Exercise goal:
Using the string "rotate" as the key, pull each matching line out of the records below.

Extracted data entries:
----------------------------------------

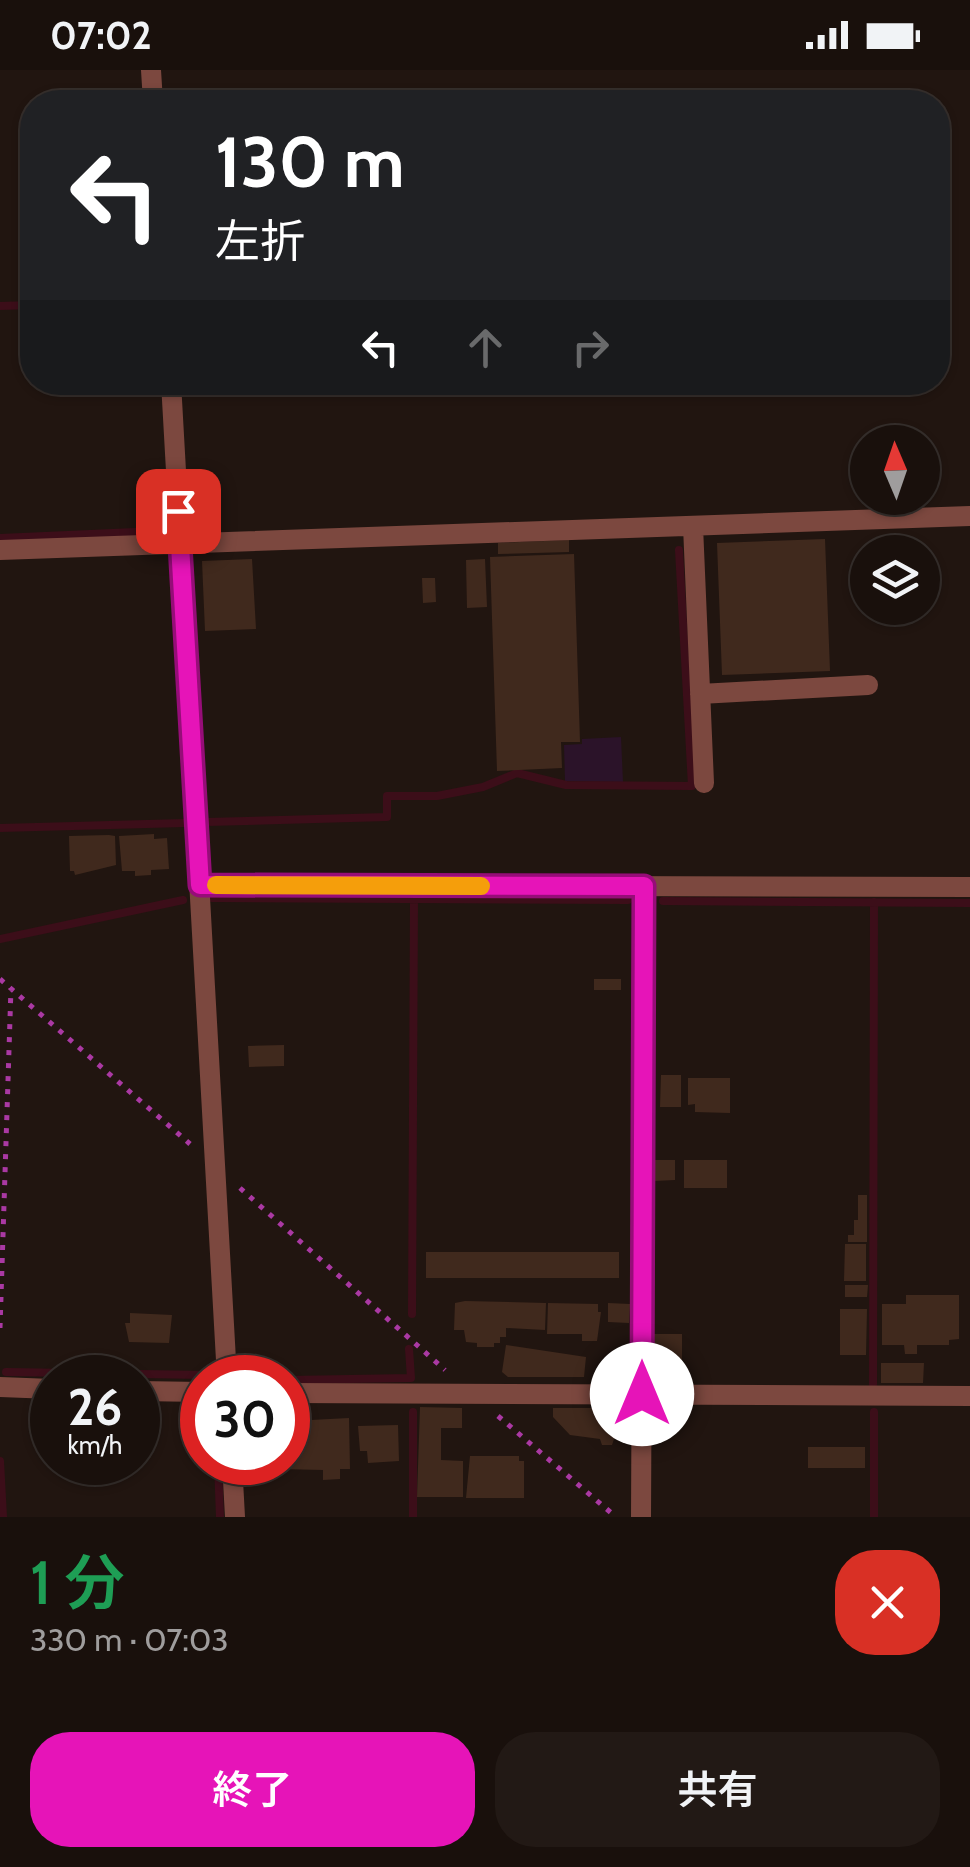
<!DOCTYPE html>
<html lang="ja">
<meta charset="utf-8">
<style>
:root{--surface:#19100c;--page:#221915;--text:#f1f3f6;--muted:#9f9d9d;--line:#37302d;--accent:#e614b8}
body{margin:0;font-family:Cabin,"Noto Sans JP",sans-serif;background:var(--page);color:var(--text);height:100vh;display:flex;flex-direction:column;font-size:38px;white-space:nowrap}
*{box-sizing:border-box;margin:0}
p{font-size:32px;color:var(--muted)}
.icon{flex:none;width:55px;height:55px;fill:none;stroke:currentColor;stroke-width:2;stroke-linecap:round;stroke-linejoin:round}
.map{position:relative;height:1447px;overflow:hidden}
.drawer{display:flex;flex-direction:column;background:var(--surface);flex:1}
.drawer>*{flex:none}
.top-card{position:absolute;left:20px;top:20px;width:930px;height:305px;border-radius:40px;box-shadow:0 2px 8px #0004,0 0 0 2px var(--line);background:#202124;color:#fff;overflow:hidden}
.needle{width:65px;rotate:358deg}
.tools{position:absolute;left:850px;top:355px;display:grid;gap:20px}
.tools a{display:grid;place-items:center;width:90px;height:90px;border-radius:50%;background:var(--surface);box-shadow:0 2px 8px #0004,0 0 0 2px var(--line);font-size:50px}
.speed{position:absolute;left:30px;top:1285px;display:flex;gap:20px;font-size:50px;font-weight:700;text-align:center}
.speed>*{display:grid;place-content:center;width:130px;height:130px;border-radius:50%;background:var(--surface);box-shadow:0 2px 8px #0004,0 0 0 2px var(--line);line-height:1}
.speed small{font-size:25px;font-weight:400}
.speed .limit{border:15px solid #d22;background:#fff;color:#111}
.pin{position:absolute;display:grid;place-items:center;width:85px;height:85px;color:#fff;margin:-42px;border-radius:20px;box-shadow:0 5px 15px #0006}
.me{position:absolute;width:110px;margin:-55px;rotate:0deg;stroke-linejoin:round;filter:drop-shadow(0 0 8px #0008)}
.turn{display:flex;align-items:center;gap:35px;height:210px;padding:0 30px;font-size:45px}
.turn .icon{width:130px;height:130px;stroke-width:2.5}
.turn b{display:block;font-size:70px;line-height:85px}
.lanes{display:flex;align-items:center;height:95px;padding:0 30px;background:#0003;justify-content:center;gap:50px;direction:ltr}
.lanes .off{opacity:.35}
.round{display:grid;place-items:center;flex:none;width:105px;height:105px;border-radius:40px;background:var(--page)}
.head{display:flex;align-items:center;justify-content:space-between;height:170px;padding:0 30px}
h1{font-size:60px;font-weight:600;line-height:75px;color:#1e9e55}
.cta{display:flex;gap:20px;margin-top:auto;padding:20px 30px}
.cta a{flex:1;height:115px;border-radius:40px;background:var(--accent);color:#fff;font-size:40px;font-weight:600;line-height:115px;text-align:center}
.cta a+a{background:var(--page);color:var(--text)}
.status{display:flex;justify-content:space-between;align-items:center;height:70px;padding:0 50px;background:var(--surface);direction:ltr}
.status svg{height:28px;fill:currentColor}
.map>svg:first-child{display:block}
</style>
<div class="status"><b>07:02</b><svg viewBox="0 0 49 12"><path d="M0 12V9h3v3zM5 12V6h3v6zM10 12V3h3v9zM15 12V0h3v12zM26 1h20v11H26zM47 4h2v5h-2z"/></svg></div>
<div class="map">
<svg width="970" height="1447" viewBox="0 0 970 1447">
<rect width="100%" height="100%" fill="#211510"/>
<path fill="#2b1329" d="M621 667 623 712 565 711 564 675 582 674V669Z"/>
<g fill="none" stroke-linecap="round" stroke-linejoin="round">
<path stroke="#3c0e19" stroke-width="8" d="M0 236 32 235
M0 468 158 461
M207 752 387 747V726H437L483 717 517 703 566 715 692 716 679 480
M0 758 184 753
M212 828 628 830
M663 831 970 833
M0 869 183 830
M412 1244 414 829
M6 1302 206 1305
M288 1310 411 1308 409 1279
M873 1314 874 832
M413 1342V1447
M874 1342V1447
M0 1391 3 1447
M218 1392 220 1447"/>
</g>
<path fill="#40291d" d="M825 469 830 601 722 605 717 473Z
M569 470V482L498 484V473Z
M574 484 580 672H561L562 698 497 701 490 487Z
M252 489 256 559 205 561 202 491Z
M485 489 487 537 467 538 466 490Z
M422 508H435L436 532 423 533Z
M154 764V769L167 768 169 799 151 800V805L135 806V801H122L119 766Z
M109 765 115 766 116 795 75 805 74 801H70L69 766Z
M594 909H621V920H594Z
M284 975V996L249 997 248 976Z
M661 1005H681V1037H660Z
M688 1008H730V1043L695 1042V1034L688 1035Z
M654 1090H675V1110L654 1111Z
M684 1090H727V1118H684Z
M858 1125H867V1172H848V1165H854V1150H858Z
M845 1174H866V1211H844Z
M426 1182H619V1208H426Z
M845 1215H868L867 1227H845Z
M906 1225H959V1269L949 1270V1275H917V1284H905L904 1275H882V1234H906Z
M465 1231 546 1233 545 1260 506 1258V1267H500V1273H494V1277H477V1273L466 1272 464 1260H454L455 1233Z
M548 1233 598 1234V1242H601L597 1271H582V1264H547Z
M608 1233 630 1234 629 1253 608 1252Z
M840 1239H867L866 1285H840Z
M130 1243 172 1245 169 1273 129 1272 125 1253H130Z
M654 1264H682V1291H654Z
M506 1275 586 1287 584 1307H508L502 1302Z
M881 1293H924L923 1313H881Z
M420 1337 462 1338V1358H441V1390L463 1391V1427H417Z
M553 1338H624V1342H628V1369H614L612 1375H602L600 1369 570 1365 553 1347Z
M299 1346H311V1350L349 1348 350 1399H340V1409L323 1410V1400L280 1399V1392H288V1351L299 1350Z
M398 1355 399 1391 368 1393 367 1381H360L358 1356Z
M808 1377H865V1398H808Z
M470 1386H519V1391H524V1428H466Z"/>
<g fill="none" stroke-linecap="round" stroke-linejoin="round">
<path stroke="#aa39a3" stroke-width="5" stroke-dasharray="5 8" stroke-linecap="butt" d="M0 909 190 1074
M240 1118 445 1300
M0 1258 11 918
M498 1346 616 1447"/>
<path stroke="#7c483f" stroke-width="20" d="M151 0 153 32
M171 312 227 1308
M693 456 704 713
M0 480 970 446
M700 624 868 615
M199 815 970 817
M0 1317 52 1319
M138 1321 202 1322
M288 1323 970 1326
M232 1392 235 1447
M641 1447 644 816"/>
</g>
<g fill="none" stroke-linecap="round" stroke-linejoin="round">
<g stroke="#960d78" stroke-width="25">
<path id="route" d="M178 441 200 815 644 816 642 1324"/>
</g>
<use href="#route" stroke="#e614b8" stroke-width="18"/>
<path stroke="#f59e0b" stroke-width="18" d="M216 815 481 816"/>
</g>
</svg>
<div class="tools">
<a><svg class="needle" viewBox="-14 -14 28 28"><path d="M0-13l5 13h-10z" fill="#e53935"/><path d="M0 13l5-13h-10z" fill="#9f9d9d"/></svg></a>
<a><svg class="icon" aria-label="layers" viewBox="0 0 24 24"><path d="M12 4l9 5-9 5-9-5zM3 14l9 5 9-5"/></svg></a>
</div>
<div class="speed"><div>26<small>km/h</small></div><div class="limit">30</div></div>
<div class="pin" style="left:178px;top:441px;background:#d93025"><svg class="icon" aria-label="arrive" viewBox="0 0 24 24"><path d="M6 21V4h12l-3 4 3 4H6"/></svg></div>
<svg class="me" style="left:642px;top:1324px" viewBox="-20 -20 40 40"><circle r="19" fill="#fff"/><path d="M0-13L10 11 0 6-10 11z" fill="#e614b8"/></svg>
<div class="top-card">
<div class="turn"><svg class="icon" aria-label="left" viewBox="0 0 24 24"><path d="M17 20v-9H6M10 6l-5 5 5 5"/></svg><div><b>130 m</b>左折</div></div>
<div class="lanes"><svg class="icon" aria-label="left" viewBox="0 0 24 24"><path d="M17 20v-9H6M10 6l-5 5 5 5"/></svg><svg class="icon off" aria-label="ahead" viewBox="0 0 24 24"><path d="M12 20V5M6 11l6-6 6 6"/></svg><svg class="icon off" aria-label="right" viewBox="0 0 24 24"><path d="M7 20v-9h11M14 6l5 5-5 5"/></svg></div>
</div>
</div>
<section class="drawer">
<div class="head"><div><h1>1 分</h1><p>330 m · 07:03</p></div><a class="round" style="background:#d93025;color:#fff"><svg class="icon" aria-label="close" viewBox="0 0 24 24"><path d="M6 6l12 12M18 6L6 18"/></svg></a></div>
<div class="cta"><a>終了</a><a>共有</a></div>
</section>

----------------------------------------

Reply to the exercise:
.needle{width:65px;rotate:358deg}
.me{position:absolute;width:110px;margin:-55px;rotate:0deg;stroke-linejoin:round;filter:drop-shadow(0 0 8px #0008)}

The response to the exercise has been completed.